Material provided below:

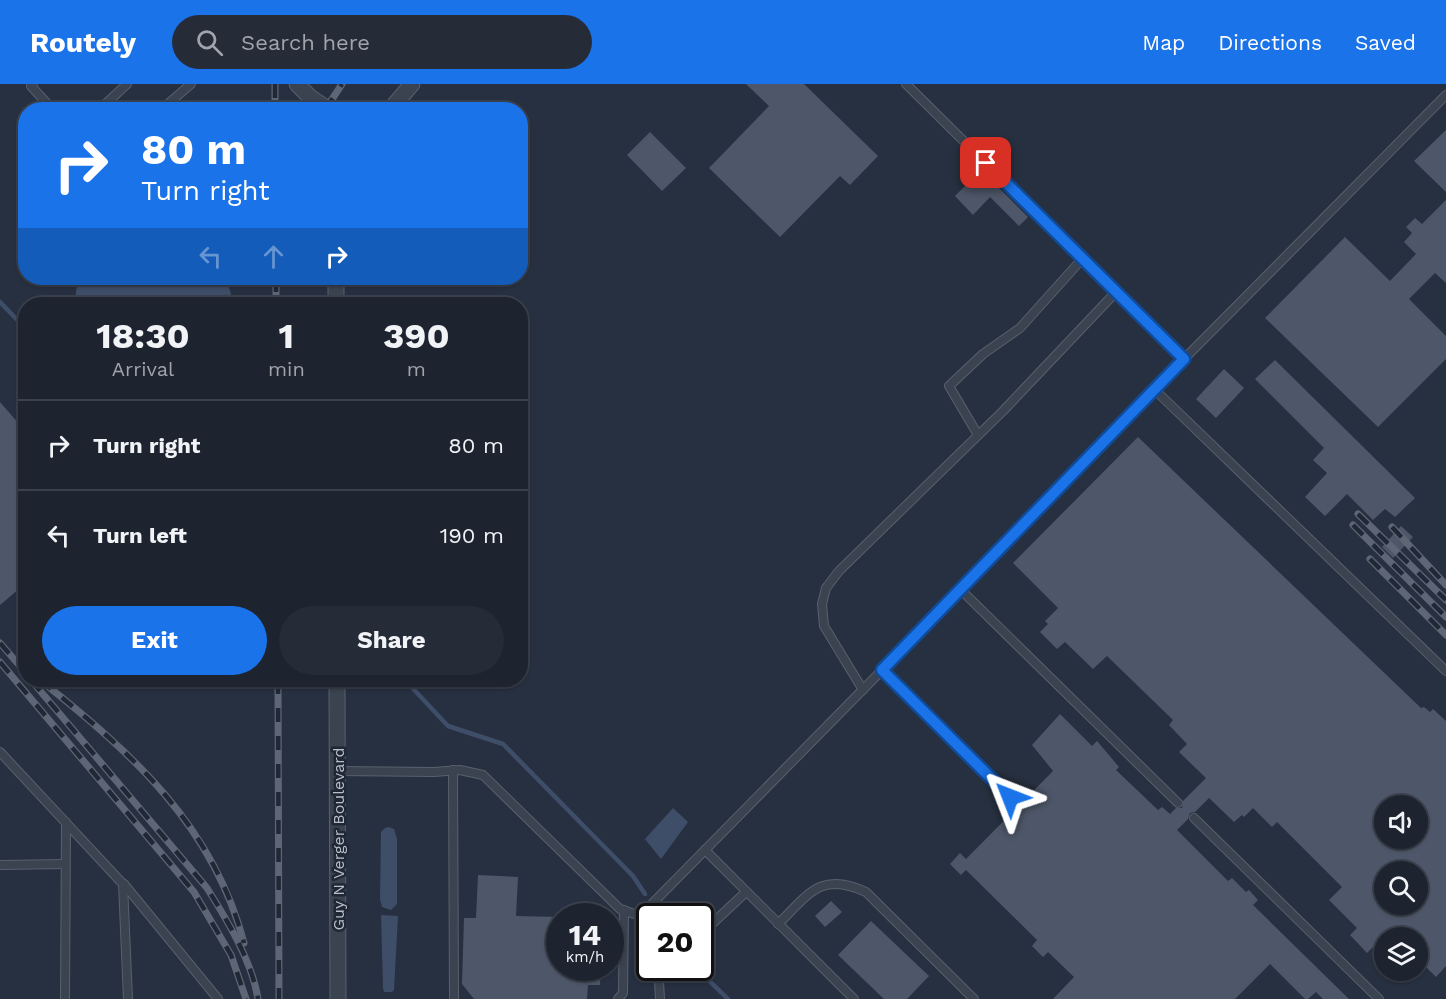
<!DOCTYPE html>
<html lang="en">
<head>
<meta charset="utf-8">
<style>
  :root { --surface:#1d2430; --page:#252c38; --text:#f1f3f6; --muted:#a0a4ab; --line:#3b414c; --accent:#1a73e8 }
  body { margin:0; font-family:"Work Sans",sans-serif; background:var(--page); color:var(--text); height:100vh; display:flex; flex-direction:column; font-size:22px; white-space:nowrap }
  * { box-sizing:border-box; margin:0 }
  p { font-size:20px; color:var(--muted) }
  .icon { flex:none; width:33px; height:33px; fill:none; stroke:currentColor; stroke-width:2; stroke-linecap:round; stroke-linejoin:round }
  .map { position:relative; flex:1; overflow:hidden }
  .panel { position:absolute; left:18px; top:213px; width:510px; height:390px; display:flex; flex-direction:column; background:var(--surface); border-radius:24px; box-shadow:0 2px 4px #0004,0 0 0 2px var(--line) }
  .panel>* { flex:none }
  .banner { position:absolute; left:18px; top:18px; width:510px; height:183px; border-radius:24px; box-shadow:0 2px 4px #0004,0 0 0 2px var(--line); background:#1a73e8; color:#fff; overflow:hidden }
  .tools { position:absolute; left:1374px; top:711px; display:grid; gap:12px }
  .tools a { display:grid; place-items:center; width:54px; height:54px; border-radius:50%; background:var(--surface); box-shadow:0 2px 4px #0004,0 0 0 2px var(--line); font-size:30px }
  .speed { position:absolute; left:546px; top:819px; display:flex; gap:12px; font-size:30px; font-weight:700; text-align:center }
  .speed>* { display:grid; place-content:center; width:78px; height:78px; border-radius:50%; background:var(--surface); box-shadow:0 2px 4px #0004,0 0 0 2px var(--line); line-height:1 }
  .speed small { font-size:15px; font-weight:400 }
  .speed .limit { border:3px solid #111; border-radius:9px; background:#fff; color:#111 }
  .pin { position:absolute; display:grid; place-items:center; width:51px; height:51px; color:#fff; margin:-26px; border-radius:12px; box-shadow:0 3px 9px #0006 }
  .me { position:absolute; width:66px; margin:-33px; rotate:315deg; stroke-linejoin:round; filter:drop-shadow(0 0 4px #0008) }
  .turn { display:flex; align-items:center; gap:21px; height:126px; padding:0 24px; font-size:27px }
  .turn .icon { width:78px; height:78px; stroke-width:2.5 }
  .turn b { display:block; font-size:42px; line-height:51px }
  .lanes { display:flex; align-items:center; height:57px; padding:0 24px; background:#0003; justify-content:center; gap:30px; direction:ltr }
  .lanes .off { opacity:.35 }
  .eta { display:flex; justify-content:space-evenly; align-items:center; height:102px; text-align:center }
  .eta b { font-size:36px; font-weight:700; line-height:42px }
  .primary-button { display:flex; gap:12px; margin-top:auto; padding:12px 24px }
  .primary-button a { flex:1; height:69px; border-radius:36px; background:var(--accent); color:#fff; font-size:24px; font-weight:700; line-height:69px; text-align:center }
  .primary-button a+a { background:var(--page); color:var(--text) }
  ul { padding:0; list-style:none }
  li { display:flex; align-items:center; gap:18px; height:90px; padding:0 24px; border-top:2px solid var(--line) }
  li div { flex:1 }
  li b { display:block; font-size:22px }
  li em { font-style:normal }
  header { display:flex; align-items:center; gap:36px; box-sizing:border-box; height:84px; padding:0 30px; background:var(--accent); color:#fff }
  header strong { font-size:28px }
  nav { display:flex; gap:33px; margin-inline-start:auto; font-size:21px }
  .search { width:420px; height:54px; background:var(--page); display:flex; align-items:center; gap:15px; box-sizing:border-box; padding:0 21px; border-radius:33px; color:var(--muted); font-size:22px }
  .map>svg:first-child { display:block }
  .water { fill:#3e4d68 }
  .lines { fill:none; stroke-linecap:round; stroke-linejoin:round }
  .stream { stroke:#3e4d68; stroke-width:4.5 }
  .building { fill:#4e5769; fill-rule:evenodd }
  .lane-casing { stroke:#59606d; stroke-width:10 }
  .street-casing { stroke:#59606d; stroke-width:17 }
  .lane { stroke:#3b4350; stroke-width:8 }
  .street { stroke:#3b4350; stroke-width:15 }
  .rail-casing { stroke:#5e6676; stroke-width:7 }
  .rail { stroke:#202735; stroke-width:4.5; stroke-dasharray:14; stroke-linecap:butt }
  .route-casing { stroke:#114b97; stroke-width:15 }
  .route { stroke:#1a73e8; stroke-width:10 }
  .labels { text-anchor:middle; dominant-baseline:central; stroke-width:5; stroke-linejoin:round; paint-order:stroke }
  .street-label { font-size:16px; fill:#b8beca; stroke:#202735 }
</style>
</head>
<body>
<header>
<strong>Routely</strong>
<div class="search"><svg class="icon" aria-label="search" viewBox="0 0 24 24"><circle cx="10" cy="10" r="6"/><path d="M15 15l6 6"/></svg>Search here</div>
<nav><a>Map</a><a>Directions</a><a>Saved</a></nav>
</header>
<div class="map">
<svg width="1446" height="915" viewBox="0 0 1446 915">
  <rect width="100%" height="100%" fill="#273040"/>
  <g class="water">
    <path d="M78 194H226L231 210 230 220H85L75 216Z"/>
    <path d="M673 724 688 738 661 775 645 755Z"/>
    <path d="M389 743 394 745 397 755V820L391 826 382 823 380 815 381 748 385 744Z"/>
    <path d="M381 831 398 832 394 906 392 908H384L383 904Z"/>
  </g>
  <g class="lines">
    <g class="stream">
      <path d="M0 218 26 245"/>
      <path d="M405 596 448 642 503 660 633 792 645 810"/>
      <path d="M659 831 660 832"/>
      <path d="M696 884 728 915"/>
    </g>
  </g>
  <g class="building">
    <path d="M746 0H804L878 72 850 101 840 92 780 153 709 84 769 22Z"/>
    <path d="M1446 46V108L1414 77Z"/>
    <path d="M650 48 686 84 662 107 627 71Z"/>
    <path d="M977 82 1028 133 1019 142 990 113 973 131 955 112 972 95 968 91Z"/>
    <path d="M1446 116V199L1435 189 1409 215 1446 252V275L1378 343 1265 234 1345 153 1390 197 1416 170 1404 158 1412 149 1406 143 1415 134 1422 140Z"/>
    <path d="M1275 276 1415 414 1395 433 1385 425 1373 436 1347 410 1325 432 1305 413 1327 389 1313 376 1324 364 1255 295Z"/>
    <path d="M1224 285 1244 304 1216 334 1196 315Z"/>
    <path d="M0 318 26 348V499L0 521Z"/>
    <path d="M1138 353 1421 624 1424 623 1430 628 1433 625 1446 637V882L1436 893 1418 875V854H1384V856L1378 863 1375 861 1367 869 1350 851 1357 844 1329 816 1342 803 1277 738 1272 743 1253 724 1244 733 1242 731 1234 738 1209 714 1195 728 1190 729 1188 735 1177 746 1228 797 1232 794 1246 808 1249 806 1258 816 1253 821 1349 915H1323L1316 908 1308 915H1305L1270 880 1235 915H1053L1074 893 1048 868 1043 873 1032 862 1037 856 966 786 961 791 950 780 960 769 966 775 1053 687 1032 661 1060 630 1092 662 1097 657 1119 683 1116 686 1158 726 1162 723 1170 730 1176 724H1182L1183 717 1206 694 1179 668 1187 660 1169 641 1173 636 1107 572 1093 585 1065 558 1057 565 1040 548 1048 540 1045 537 1058 524 1013 479ZM1384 722H1418V754H1384ZM1384 788H1418V820H1384Z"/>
    <path d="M1401 442 1413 453 1393 474 1382 463Z"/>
    <path d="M478 791 518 793 516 832 560 833V884H601L600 901H588L587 915H474L462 900 464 834H476Z"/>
    <path d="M831 817 842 828 825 843 815 832Z"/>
    <path d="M871 837 929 892 907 915H884L838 871Z"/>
  </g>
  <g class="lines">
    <defs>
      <g id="lane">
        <path d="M33 0 31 2 53 26"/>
        <path d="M99 26 127 0"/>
        <path d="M161 26 191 0"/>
        <path d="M1184 275 1446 11"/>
        <path d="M1155 306 1446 587"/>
        <path d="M978 351 949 302 983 270 1020 244 1083 174"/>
        <path d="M961 506 1178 719"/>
        <path d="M882 586 1010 713"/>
        <path d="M863 606 824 542 822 520 826 504 839 487 1003 327 1116 208"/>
        <path d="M0 668 123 800 128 915"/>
        <path d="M453 686 454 915"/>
        <path d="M337 687 434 688 460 686 483 691 620 825 640 832 1023 443 1184 275 906 0"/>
        <path d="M1194 734 1379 915"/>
        <path d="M705 766 854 915"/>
        <path d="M0 781 65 780"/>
        <path d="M124 800 218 915"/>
        <path d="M778 840C809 810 820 787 866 808L974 915"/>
        <path d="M700 851 746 808"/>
        <path d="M65 915 66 738"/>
        <path d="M618 915 623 909 624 826"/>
        <path d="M660 915 659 897 667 884"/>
      </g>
      <g id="street">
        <path d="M297 0 310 13 329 26"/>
        <path d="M390 26 412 0"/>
        <path d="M336 194V220"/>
        <path d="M337 596 338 915"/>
      </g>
    </defs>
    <use href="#lane" class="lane-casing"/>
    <use href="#street" class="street-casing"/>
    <use href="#lane" class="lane"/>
    <use href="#street" class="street"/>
    <defs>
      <g id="rail">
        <path d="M275 0V26"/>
        <path d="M325 26 342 0"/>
        <path d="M276 194V220"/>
        <path d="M1358 430 1446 516"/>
        <path d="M1353 441 1446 533"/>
        <path d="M1392 443 1446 501"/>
        <path d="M1370 475 1446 551"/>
        <path d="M0 559 26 589"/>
        <path d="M0 578 194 808 231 871 246 915"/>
        <path d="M31 596 207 804C227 836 252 877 258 915"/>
        <path d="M40 596C132 669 213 741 244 859"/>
        <path d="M278 596 279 915"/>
      </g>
    </defs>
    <use href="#rail" class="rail-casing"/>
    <use href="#rail" class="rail"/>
  </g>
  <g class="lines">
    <defs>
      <path id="route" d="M986 79 1184 275 882 586 1010 713"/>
    </defs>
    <use href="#route" class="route-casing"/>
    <use href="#route" class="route"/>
  </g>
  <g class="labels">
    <g class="street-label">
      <text transform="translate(338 755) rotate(-90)">Guy N Verger Boulevard</text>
    </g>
  </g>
</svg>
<div class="tools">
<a><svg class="icon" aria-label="sound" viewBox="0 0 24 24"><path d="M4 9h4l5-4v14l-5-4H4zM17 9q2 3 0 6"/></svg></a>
<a><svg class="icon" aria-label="search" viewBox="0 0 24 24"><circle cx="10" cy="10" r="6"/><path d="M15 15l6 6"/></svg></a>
<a><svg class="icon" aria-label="layers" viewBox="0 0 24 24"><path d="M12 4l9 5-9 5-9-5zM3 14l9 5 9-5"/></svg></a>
</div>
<div class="speed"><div>14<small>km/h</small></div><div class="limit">20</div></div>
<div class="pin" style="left:986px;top:79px;background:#d93025"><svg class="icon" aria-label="arrive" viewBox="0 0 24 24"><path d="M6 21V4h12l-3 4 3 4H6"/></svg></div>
<svg class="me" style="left:1010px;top:713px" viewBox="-20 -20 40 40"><path d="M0-17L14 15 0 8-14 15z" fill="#1a73e8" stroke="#fff" stroke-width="4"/></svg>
<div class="banner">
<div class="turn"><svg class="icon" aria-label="right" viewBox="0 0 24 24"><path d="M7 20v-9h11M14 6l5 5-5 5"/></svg><div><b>80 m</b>Turn right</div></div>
<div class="lanes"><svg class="icon off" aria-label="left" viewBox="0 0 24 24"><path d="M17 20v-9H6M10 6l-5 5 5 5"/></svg><svg class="icon off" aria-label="ahead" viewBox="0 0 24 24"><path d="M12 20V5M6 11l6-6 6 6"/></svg><svg class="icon" aria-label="right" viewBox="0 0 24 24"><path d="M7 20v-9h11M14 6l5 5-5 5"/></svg></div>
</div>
<section class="panel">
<div class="eta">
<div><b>18:30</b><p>Arrival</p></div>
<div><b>1</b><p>min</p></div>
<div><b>390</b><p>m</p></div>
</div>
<ul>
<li><svg class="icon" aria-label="right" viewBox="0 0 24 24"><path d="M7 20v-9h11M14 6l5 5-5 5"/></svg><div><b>Turn right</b></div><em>80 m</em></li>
<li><svg class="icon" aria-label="left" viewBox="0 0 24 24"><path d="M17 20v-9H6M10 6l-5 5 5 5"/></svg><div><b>Turn left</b></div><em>190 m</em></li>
</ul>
<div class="primary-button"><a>Exit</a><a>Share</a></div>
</section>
</div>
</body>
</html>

End of Material provided.

▶ **Your goal**
In the records above, find the line containing "--surface:#1d2430; --page:#252c38; --text:#f1f3f6;" and output every line from the first through that one, exactly, omitting pictures.

▶ **Result for this exercise**
<!DOCTYPE html>
<html lang="en">
<head>
<meta charset="utf-8">
<style>
  :root { --surface:#1d2430; --page:#252c38; --text:#f1f3f6; --muted:#a0a4ab; --line:#3b414c; --accent:#1a73e8 }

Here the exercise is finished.